British Ambassador to Iraq
- In office July 2021 – 2023
- Monarchs: Elizabeth II Charles III
- Preceded by: Stephen Hickey
- Succeeded by: Stephen Hitchen

British Ambassador to Egypt
- Incumbent
- Assumed office 2025

= Mark Bryson-Richardson =

British diplomat

Mark Edward Bryson-Richardson is a British diplomat.

== Career ==
Bryson-Richardson served in London as the Foreign Commonwealth and Development Office's Director covering the UK's development and humanitarian programmes across the Middle East, North Africa and Eastern Europe. He served as director of the Stabilisation Unit for the British government.

In July 2021, he was appointed ambassador to Iraq.

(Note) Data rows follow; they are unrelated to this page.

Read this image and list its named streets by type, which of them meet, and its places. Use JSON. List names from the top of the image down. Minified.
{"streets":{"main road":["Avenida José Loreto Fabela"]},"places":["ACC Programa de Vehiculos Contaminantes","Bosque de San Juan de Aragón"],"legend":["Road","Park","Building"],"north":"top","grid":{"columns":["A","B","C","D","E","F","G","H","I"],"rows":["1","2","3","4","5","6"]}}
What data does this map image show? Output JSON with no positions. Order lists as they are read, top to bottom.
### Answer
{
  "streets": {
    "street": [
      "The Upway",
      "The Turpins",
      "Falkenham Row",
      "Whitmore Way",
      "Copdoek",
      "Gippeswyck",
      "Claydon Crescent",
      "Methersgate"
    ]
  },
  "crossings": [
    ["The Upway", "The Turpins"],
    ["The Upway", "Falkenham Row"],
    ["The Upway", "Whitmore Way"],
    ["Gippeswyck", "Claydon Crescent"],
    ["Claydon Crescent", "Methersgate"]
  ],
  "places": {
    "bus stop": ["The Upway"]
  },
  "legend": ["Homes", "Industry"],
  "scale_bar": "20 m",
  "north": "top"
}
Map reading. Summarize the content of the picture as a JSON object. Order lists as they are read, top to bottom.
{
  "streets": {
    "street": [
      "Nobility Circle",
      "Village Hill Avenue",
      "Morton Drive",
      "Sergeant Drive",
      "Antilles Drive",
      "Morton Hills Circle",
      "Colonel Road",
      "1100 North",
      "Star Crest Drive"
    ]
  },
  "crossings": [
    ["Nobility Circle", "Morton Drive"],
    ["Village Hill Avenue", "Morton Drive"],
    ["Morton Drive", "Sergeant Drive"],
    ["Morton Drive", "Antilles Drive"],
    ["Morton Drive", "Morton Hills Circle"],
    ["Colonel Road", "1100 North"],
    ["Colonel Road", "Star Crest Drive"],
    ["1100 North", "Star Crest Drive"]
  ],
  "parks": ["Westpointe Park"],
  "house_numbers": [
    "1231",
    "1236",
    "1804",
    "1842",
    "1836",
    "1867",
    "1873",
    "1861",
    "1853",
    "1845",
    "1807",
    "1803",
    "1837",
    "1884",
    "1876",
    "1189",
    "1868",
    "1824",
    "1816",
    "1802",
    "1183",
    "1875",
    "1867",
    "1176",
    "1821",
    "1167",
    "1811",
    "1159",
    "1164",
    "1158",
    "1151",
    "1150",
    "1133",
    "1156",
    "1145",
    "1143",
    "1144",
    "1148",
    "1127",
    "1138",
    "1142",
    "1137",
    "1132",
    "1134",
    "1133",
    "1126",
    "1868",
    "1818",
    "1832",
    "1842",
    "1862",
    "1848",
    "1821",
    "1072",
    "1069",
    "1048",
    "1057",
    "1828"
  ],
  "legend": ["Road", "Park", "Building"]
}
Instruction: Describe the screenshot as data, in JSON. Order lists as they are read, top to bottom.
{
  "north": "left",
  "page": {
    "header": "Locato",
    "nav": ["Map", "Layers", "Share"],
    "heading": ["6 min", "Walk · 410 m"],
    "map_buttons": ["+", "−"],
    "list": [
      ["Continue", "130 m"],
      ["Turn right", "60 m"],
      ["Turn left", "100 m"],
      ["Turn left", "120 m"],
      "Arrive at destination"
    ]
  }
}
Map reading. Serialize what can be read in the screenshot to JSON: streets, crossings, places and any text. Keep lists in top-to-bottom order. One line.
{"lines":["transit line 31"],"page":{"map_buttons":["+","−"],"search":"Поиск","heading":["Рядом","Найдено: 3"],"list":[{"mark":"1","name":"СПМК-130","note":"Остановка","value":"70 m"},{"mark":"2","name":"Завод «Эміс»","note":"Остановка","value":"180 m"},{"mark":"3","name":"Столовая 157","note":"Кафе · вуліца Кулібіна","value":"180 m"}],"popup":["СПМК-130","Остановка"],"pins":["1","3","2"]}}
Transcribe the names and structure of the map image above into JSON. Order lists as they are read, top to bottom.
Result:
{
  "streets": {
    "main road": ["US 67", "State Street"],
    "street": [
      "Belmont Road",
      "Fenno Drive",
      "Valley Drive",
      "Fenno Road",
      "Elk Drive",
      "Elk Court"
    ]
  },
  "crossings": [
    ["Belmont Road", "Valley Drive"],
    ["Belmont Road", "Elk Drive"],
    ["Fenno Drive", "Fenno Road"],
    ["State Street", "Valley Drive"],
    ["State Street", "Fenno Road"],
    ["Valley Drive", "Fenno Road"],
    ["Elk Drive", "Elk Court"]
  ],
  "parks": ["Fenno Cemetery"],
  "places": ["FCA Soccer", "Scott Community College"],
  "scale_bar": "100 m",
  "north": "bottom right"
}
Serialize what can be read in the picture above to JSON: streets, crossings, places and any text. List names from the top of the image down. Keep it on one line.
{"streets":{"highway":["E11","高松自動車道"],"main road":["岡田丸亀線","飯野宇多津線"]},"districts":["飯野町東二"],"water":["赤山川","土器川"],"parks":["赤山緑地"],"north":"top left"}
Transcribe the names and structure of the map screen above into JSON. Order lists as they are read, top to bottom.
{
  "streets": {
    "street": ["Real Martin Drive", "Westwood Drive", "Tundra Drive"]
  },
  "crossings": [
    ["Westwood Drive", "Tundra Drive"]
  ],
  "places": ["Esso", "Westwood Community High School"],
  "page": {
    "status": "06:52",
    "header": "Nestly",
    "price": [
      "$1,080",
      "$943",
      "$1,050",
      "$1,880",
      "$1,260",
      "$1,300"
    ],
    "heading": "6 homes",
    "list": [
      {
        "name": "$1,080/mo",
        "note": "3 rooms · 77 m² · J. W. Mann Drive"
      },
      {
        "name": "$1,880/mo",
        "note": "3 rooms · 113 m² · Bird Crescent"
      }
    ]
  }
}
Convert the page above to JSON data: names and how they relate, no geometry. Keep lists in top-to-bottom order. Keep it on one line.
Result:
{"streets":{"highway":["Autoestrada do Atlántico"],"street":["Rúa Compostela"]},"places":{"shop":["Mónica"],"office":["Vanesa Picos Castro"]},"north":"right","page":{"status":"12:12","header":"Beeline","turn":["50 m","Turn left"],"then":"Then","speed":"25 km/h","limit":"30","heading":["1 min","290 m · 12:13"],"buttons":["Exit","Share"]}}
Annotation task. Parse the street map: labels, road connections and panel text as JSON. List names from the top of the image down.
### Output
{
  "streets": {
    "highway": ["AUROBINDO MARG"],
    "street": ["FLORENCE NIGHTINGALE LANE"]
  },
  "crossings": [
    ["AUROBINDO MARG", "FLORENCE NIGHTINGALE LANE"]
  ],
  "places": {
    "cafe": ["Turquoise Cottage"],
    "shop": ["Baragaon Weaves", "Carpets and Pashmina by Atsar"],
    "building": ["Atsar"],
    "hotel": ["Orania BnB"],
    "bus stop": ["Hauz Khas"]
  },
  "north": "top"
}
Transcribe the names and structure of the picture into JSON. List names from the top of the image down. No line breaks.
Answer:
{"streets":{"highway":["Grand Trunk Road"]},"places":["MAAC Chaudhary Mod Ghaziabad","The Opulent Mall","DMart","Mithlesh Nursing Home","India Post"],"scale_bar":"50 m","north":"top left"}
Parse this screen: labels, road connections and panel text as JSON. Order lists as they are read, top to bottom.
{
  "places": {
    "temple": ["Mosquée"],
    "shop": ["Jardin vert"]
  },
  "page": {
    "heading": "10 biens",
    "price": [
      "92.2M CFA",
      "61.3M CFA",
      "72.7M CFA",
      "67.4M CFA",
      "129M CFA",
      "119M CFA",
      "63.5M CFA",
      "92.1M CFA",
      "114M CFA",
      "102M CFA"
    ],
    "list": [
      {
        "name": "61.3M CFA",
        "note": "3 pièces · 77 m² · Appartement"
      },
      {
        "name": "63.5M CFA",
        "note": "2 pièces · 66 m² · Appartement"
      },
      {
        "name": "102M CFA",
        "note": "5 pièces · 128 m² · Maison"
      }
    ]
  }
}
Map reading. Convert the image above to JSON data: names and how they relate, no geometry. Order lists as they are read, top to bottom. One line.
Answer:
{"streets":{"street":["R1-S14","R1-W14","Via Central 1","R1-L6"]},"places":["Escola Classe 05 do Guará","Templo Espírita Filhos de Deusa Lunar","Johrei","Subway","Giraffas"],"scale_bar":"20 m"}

In 2023, he was in office when Sophie, Duchess of Edinburgh visited Iraq, becoming the first British royal to do so. In office he had particular focus on climate change and water scarcity. He left the role as ambassador in July 2023.

In December 2023, became the Foreign Secretary’s Representative for Humanitarian Affairs in the Occupied Palestinian Territories, with a particular focus on the UK's humanitarian effort in Gaza amid the Israel-Gaza conflict. In 2024, the delivery of aid was given importance.

In 2025, he was appointed ambassador to Egypt.